Tuesday, July 1, 2014

Netezza Basics


Important things to note in the Netezza Architecture :

 Host :
          
The host is a high performance Linux server setup in the active passive  mode.This host is responsible for compiling the SQL queries into executable blocks called snippets,for creating an optimized query plan,distributes th snippets to nodes for execution.  

Snippet Blades or S blades :

Sblades or snippet blades are independent server containing multi core CPU s,multiple engine FPGA and its own memory all designed to work concurrently to deliver peak performance .Each snippet is connected to a set of 8 disks.

Field Programmable Gate Array:

FPGA is the key component in the Netezza architecture.It has the following engines embedded in it .

Compress engine - This uncompress the data in wire speed transforming  each block on disk into 4 to 8 blocks in memory.

Project and Restrict engine- This further increases the performance by filtering out the rows and columns mentioned in the select and the where clause.

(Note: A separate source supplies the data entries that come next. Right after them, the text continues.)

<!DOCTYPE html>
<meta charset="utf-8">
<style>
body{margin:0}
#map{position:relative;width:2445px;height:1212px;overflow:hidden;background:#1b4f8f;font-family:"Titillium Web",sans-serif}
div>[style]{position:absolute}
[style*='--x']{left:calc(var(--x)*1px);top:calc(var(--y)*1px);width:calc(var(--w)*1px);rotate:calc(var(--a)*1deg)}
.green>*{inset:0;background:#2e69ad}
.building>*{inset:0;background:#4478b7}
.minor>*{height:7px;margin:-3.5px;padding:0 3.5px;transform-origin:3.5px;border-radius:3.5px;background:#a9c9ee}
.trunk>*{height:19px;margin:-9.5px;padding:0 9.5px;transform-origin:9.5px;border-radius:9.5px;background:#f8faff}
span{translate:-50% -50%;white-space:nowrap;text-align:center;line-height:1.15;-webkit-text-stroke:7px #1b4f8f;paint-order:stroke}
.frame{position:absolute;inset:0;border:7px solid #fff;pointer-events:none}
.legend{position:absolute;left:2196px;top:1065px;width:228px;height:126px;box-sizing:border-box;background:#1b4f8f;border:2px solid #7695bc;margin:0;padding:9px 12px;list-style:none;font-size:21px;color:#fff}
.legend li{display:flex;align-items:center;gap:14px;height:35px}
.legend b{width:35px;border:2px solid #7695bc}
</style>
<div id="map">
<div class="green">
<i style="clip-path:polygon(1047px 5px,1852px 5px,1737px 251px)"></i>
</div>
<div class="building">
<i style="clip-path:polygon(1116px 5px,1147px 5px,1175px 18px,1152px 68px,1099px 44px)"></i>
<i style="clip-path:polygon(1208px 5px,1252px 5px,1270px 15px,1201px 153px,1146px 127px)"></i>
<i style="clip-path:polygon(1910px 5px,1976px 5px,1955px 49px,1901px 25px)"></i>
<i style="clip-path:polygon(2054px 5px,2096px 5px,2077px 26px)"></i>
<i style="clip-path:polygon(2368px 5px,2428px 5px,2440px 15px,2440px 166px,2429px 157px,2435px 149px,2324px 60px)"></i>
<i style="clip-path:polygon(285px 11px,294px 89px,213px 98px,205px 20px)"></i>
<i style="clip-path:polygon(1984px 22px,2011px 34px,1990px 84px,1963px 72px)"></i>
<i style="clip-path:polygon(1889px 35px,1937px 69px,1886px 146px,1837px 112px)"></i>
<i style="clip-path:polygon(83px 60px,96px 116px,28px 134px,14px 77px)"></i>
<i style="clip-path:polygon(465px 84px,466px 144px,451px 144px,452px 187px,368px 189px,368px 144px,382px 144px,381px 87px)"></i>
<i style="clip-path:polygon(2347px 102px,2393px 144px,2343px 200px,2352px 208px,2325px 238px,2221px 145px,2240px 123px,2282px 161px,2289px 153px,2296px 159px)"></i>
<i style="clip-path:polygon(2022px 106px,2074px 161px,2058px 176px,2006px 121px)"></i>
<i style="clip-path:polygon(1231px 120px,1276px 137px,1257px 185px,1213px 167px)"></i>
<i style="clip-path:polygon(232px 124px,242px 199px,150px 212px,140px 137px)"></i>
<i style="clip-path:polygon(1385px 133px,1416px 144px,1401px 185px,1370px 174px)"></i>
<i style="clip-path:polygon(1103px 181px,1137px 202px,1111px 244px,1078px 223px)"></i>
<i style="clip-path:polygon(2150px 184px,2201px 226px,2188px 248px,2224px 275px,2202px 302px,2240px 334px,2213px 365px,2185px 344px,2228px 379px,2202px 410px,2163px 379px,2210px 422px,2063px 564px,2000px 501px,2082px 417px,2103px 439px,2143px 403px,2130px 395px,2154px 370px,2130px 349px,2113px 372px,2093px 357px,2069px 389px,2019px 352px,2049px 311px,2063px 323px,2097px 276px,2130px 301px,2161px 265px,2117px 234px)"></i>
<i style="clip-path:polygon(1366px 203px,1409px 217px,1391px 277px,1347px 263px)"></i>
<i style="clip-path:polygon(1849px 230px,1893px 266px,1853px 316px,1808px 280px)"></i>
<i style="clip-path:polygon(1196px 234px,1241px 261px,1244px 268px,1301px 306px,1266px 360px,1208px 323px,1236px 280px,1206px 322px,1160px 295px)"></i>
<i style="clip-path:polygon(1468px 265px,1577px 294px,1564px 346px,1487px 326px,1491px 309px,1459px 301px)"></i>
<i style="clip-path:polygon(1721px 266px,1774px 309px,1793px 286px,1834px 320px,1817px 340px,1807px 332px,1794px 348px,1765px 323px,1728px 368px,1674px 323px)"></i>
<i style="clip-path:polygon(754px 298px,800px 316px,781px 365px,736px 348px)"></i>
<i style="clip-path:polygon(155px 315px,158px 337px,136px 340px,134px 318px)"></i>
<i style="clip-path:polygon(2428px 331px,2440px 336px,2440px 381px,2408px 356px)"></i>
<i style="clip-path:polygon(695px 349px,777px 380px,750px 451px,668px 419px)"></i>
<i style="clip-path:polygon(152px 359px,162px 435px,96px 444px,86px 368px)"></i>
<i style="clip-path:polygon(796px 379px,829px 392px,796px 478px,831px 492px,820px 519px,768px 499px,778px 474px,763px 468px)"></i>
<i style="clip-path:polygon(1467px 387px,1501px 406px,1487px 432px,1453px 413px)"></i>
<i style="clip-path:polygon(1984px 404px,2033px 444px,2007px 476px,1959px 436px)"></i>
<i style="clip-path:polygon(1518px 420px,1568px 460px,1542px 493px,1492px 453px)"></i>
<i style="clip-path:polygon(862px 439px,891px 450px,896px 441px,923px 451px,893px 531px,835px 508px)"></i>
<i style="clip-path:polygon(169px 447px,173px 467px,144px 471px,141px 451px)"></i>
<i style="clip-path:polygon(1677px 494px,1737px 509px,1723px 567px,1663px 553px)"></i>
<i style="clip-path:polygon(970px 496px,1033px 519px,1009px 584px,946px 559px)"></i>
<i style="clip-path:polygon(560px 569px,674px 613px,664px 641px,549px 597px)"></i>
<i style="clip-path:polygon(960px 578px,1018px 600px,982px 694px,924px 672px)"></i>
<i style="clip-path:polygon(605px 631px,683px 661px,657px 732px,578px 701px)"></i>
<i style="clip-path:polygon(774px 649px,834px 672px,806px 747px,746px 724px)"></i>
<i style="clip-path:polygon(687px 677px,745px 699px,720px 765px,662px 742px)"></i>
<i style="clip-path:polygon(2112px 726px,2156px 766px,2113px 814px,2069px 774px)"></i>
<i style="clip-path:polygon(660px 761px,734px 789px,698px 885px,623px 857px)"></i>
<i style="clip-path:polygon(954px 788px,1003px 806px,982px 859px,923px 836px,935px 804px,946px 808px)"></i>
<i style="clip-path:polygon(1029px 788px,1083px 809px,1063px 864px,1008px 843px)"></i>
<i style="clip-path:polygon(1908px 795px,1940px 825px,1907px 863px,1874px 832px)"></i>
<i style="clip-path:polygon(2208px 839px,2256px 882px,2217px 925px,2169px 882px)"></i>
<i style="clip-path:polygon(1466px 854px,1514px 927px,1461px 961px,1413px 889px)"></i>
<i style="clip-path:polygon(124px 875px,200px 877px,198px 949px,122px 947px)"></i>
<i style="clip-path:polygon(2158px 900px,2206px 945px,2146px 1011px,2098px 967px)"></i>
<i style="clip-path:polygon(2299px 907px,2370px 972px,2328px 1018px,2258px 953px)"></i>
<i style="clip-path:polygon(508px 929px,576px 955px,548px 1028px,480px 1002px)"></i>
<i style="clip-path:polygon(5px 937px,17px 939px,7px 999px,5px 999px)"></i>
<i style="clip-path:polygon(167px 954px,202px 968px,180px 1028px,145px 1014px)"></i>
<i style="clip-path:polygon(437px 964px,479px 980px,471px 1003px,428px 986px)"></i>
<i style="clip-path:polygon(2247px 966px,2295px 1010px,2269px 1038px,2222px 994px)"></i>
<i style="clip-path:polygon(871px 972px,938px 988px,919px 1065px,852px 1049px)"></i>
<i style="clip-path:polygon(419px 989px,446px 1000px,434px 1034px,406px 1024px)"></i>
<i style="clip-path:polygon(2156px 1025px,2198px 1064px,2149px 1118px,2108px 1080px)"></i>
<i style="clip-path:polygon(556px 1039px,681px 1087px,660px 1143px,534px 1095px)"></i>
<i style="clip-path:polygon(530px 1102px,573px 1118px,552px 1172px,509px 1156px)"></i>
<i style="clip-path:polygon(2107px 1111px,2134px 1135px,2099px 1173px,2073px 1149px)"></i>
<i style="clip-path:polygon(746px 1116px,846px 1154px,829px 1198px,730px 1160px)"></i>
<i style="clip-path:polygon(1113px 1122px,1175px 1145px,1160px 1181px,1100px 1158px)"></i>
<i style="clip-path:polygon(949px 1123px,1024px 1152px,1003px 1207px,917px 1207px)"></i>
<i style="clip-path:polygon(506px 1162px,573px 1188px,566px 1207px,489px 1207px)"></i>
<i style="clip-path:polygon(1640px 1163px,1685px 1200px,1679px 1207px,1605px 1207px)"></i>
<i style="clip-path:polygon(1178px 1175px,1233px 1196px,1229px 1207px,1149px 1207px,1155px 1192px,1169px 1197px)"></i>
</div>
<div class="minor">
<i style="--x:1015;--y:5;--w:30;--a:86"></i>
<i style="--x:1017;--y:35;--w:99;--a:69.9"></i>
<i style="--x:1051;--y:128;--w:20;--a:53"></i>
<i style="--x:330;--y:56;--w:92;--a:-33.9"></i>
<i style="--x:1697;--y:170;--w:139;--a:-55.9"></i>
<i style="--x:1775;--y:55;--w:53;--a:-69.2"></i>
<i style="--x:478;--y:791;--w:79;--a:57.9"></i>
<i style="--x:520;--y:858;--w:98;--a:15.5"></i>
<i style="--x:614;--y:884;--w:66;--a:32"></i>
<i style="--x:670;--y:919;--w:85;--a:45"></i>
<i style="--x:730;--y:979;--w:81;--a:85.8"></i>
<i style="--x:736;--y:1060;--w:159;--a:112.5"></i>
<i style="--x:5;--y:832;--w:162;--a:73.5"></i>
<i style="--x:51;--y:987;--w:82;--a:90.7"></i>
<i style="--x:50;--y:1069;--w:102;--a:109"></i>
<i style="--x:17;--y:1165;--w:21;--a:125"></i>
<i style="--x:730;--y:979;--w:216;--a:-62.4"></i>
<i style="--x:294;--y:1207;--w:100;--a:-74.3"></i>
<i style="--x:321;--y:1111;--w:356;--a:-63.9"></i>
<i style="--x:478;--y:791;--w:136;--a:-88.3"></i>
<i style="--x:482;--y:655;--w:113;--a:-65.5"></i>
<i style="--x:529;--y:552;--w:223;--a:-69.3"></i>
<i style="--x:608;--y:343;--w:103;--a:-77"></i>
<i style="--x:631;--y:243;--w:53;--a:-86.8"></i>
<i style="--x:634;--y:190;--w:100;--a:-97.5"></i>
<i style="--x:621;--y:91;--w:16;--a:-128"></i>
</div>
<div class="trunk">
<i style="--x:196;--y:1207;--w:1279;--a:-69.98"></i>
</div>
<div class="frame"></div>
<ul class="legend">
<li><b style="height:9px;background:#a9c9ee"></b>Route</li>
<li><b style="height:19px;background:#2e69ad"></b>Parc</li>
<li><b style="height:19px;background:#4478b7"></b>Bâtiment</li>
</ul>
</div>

Visibility engine -Filters out the rows that should not be seen by the Query ie the data that is not committed.

Disk enclosures :

The disks are high density ,high performance ones.Each table data is uniformly distributed across various disks.A high speed network connects the disk with the s blades so that the data gets streamed at maximum rate possible.

Optimizer:

The host compiles the query and generates an execution plan.The optimizer intelligence is a key factor in performance of the query .The optimizer makes use of all the nodes in order to get an up to date statistics of all database objects referenced in a query.Another example of optimizer efficiency is in calculating the join order.if for eg a small table is joined against all the fact tables ,the optimizer can showcase the small table to all the s blades while keeping the large fact table distributed across the snippets.This approach minimizes the data movement while taking advantage of the parallel processing.The optimizer minimizes the I/O and data movement ,the two factor slowing performance in the warehouse system.The other functions of optimizer includes

Determining the correct join order
Rewriting expressions
Removing redundancy in the SQL operations

Compiler :

The compiler converts the query plan into executable segments known as snippets which are executed in parallel.The intelligence of the compiler is that it has a feature called object cache which is a large cache of previously compiled snippet code with parameter variation.This will eliminate compilation for many snippets.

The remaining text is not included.